START The data
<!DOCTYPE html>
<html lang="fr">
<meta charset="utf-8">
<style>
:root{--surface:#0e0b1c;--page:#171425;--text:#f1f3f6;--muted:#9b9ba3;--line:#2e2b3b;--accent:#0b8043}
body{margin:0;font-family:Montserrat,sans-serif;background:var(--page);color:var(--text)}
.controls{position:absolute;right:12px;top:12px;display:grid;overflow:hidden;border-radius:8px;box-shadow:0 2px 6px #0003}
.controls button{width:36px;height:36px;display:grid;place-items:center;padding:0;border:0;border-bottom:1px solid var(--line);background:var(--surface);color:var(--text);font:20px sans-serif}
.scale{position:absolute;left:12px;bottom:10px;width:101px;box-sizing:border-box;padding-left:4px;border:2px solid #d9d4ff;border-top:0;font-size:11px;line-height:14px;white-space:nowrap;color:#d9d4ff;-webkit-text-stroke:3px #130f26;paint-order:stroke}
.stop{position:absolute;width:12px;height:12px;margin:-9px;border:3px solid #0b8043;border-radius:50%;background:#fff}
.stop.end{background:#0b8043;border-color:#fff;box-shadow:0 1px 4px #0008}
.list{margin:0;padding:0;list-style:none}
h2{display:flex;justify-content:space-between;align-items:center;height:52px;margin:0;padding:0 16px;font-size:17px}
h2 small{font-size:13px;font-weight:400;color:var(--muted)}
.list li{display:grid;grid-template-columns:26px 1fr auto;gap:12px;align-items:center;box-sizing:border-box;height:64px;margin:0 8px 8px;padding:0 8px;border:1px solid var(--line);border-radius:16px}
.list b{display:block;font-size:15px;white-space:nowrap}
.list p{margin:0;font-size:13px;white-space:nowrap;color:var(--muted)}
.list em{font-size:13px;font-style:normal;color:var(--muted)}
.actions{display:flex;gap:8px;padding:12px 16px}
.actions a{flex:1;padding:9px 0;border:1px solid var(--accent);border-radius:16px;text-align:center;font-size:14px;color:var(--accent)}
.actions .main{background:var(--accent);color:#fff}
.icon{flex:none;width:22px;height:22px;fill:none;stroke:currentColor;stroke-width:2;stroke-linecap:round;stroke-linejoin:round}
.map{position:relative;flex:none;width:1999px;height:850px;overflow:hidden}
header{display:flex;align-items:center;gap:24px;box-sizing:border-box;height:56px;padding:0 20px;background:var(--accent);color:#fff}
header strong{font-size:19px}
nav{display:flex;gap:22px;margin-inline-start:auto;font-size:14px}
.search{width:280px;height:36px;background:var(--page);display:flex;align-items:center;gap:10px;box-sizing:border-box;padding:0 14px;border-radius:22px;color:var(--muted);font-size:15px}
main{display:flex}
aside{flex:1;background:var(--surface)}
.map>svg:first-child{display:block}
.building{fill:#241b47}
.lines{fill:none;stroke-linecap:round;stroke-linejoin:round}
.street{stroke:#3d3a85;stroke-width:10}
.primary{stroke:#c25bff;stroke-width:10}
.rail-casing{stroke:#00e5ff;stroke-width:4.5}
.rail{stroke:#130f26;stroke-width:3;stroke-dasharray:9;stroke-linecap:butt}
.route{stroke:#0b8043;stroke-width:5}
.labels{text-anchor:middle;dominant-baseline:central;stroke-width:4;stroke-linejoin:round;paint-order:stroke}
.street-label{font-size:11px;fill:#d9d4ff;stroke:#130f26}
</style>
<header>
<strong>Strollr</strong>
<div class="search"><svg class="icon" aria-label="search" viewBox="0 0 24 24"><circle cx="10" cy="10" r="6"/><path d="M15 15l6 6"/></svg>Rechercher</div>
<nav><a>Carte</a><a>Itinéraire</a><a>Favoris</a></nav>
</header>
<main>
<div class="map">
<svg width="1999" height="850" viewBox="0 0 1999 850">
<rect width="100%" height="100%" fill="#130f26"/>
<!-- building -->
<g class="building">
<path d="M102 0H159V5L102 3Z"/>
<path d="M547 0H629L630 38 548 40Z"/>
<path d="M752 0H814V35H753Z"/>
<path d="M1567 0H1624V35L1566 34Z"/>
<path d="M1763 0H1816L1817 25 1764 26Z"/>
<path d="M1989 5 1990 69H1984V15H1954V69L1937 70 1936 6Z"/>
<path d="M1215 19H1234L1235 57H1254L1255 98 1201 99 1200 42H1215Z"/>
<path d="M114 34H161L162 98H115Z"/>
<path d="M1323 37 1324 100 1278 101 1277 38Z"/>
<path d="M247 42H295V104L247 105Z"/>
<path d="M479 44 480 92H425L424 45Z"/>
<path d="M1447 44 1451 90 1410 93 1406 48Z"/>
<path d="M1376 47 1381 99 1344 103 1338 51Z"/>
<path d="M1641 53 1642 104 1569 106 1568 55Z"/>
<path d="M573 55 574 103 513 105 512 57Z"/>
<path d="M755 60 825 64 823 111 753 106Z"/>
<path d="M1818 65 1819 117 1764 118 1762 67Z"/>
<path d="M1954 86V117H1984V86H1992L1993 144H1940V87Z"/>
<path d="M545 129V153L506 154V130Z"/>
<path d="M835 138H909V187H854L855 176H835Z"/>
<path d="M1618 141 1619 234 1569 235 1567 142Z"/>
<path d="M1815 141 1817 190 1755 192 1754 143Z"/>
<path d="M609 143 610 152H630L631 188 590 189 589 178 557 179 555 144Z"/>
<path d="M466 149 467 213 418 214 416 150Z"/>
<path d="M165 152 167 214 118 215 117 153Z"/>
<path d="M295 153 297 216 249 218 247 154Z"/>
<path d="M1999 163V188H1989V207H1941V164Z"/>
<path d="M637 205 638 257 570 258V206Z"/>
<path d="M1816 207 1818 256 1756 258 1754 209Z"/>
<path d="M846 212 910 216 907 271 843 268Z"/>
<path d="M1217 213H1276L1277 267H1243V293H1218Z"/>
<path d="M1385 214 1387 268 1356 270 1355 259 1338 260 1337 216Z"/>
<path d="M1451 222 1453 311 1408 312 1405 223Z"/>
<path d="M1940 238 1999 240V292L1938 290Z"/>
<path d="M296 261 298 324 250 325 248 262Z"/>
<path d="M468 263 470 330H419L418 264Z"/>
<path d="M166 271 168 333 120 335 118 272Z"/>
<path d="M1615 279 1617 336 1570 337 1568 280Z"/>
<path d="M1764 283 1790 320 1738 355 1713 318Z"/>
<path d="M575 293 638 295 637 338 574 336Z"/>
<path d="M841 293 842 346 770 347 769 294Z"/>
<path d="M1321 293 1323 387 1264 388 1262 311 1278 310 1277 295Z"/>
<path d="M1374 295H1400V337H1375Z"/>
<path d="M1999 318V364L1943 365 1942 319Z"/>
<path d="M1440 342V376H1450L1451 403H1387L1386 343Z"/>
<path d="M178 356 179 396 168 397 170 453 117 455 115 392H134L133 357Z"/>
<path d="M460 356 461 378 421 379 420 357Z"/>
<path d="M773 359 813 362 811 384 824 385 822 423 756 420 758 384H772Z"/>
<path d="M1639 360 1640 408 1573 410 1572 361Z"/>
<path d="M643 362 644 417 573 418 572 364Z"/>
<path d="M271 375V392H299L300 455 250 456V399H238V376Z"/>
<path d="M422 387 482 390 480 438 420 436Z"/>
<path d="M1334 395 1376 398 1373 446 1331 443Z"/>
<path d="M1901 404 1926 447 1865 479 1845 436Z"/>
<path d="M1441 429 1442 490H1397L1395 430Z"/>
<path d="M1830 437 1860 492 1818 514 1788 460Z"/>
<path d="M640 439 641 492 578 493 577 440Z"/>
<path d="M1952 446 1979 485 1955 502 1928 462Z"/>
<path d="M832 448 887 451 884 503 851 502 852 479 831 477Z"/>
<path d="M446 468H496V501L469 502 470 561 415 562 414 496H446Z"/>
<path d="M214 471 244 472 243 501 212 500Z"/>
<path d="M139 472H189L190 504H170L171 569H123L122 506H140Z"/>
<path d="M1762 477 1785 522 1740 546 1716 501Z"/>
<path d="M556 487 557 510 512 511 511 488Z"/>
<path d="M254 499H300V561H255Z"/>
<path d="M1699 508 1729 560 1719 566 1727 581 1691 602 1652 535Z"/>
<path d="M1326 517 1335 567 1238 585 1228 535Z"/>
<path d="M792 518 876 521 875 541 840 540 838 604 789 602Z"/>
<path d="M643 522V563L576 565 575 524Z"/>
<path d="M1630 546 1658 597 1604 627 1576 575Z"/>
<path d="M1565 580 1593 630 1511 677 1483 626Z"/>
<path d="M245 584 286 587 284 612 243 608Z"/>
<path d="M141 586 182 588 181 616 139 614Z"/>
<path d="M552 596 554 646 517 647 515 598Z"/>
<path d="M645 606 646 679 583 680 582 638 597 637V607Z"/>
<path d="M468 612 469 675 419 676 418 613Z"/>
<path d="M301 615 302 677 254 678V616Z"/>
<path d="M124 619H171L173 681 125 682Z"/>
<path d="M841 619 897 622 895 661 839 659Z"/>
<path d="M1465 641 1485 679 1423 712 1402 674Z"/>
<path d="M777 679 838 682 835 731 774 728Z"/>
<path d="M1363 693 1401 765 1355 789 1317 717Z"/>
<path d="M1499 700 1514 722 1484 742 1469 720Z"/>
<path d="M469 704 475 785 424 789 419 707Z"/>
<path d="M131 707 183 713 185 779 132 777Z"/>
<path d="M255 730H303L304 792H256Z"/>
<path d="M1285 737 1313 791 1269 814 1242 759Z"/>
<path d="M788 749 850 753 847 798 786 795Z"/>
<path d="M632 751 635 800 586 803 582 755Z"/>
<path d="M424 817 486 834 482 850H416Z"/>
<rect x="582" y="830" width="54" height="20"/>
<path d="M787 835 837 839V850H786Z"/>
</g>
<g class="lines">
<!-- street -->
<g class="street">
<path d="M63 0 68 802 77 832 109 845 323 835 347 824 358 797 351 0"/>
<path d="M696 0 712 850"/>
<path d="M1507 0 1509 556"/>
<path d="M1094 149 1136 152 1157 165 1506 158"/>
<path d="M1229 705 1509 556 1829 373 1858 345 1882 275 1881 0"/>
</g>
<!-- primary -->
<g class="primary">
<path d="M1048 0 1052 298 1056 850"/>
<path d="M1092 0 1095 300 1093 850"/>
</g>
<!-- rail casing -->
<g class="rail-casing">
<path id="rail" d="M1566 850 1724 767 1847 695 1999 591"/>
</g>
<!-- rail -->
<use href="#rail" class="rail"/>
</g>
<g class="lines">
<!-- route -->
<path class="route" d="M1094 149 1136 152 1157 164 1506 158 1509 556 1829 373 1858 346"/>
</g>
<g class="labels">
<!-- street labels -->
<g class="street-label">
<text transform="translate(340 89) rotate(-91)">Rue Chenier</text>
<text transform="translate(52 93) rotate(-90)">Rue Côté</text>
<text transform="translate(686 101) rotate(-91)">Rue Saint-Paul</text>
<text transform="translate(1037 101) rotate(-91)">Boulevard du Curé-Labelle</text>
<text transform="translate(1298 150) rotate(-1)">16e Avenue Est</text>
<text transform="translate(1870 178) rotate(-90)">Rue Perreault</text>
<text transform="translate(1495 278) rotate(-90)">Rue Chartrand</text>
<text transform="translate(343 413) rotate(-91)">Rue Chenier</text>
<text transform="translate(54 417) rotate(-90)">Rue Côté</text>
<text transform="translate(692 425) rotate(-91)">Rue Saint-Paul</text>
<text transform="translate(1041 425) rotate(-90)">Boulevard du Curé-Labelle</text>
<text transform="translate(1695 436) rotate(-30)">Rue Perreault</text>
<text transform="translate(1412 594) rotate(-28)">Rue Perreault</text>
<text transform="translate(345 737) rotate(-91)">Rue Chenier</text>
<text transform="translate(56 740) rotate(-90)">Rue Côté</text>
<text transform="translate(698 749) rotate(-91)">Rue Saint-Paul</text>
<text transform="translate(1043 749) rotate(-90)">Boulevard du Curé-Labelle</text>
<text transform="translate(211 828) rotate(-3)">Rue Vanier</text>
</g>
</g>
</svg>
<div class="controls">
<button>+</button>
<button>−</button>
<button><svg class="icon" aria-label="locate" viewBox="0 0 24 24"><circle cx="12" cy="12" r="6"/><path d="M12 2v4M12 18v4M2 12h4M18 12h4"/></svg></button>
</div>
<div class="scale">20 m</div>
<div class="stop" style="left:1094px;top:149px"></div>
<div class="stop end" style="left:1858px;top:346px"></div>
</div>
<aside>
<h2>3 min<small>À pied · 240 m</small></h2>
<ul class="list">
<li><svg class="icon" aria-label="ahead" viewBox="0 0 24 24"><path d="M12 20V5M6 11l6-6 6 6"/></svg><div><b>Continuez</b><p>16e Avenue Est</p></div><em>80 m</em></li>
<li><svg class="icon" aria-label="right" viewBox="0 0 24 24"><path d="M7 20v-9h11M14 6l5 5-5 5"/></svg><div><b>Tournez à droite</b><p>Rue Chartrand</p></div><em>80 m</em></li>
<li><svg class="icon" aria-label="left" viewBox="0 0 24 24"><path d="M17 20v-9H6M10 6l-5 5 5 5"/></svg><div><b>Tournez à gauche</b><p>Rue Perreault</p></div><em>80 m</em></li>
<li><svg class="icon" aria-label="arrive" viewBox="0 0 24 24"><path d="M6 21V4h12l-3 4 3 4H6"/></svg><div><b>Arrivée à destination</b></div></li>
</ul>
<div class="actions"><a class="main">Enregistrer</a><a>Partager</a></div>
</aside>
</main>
END The data
# What is being asked
Reply with nothing except the number of lines in the listing above that include the string "scale".

# Reply
2